← Back to context

Comment by brainwipe

2 days ago

I've accidentally been using an AI-proof hiring technique for about 20 years: ask a junior developer to bring code with them and ask them to explain it verbally. You can then talk about what they would change, how they would change it, what they would do differently, if they've used patterns (on purpose or by accident) what the benefits/drawbacks are etc. If they're a senior dev, we give them - on the day - a small but humorously-nasty chunk of code and ask them to reason through it live.

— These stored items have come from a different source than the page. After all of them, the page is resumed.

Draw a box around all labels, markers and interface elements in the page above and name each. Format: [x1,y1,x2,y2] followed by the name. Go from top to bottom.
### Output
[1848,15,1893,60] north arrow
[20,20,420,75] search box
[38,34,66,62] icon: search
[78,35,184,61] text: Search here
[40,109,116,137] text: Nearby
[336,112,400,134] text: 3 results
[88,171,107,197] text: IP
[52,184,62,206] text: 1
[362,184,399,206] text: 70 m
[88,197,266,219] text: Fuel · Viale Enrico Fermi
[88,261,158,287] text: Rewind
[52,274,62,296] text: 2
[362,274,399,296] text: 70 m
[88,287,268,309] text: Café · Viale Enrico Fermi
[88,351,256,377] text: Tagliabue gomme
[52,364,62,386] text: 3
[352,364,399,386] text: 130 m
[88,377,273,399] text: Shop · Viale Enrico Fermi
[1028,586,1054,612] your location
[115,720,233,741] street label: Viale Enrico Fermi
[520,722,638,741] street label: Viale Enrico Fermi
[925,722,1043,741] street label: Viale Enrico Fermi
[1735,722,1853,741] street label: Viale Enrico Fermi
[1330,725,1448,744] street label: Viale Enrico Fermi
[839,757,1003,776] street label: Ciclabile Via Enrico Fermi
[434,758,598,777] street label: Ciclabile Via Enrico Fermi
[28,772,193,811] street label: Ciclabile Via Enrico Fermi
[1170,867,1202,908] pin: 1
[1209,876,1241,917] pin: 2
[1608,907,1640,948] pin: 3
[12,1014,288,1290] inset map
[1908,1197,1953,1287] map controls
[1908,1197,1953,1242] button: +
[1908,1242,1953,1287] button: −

Works really well and it mimics the what we find is the most important bit about coding.

I don't mind if they use AI to shortcut the boring stuff in the day-to-day, as long as they can think critically about the result.

Yep. I've also been using an AI-proof interview for years. We have a normal conversation, they talk about their work, and I do a short round of well-tested technical questions (there's no trivia, let's just talk about some concepts you probably encounter fairly regularly given your areas of expertise).

You can tell who's trying to use AI live. They're clearly reading, and they don't understand the content of their answers, and they never say "I don't know." So if you ask a followup or even "are you sure" they start to panic. It's really obvious.

Maybe this is only a real problem for the teams that offloading their interviewing skills onto some leetcode nonsense...

This is a fine way. I’ll say that the difference between a senior and a principal is that the senior might snicker but the principal knows that there’s a chance the code was written by a founder.

  • And if the Principal is good, they should stand up and say exactly why the code is bad. If there's a reason to laugh because it is cliche bad, they should say so.

    If someone gave me code with

    if (x = 7) { ... } as part of a C eval.

    Yeah, you'll get a sarcastic response back because I know it is testing code.

    What I think people ignore is that personality matters. Especially at the higher levels. If you are a Principal SWE you have to be able to stand up to a CEO and say "No, sir. I think you are wrong. This is why." In a diplomatic way. Or sometimes. Less than diplomatic, depending on the CEO.

    One manager that hired me was trying to figure me out. So he said (and I think he was honest at the time). "You got the job as long an you aren't an axe murderer."

    To which I replied deadpan: "I hope I hid the axe well." (To be clear to all reading, I have never killed someone, nevermind with an axe! Hi FBI, NSA, CIA and pals!)

    Got the job, and we got along great, I operated as his right hand.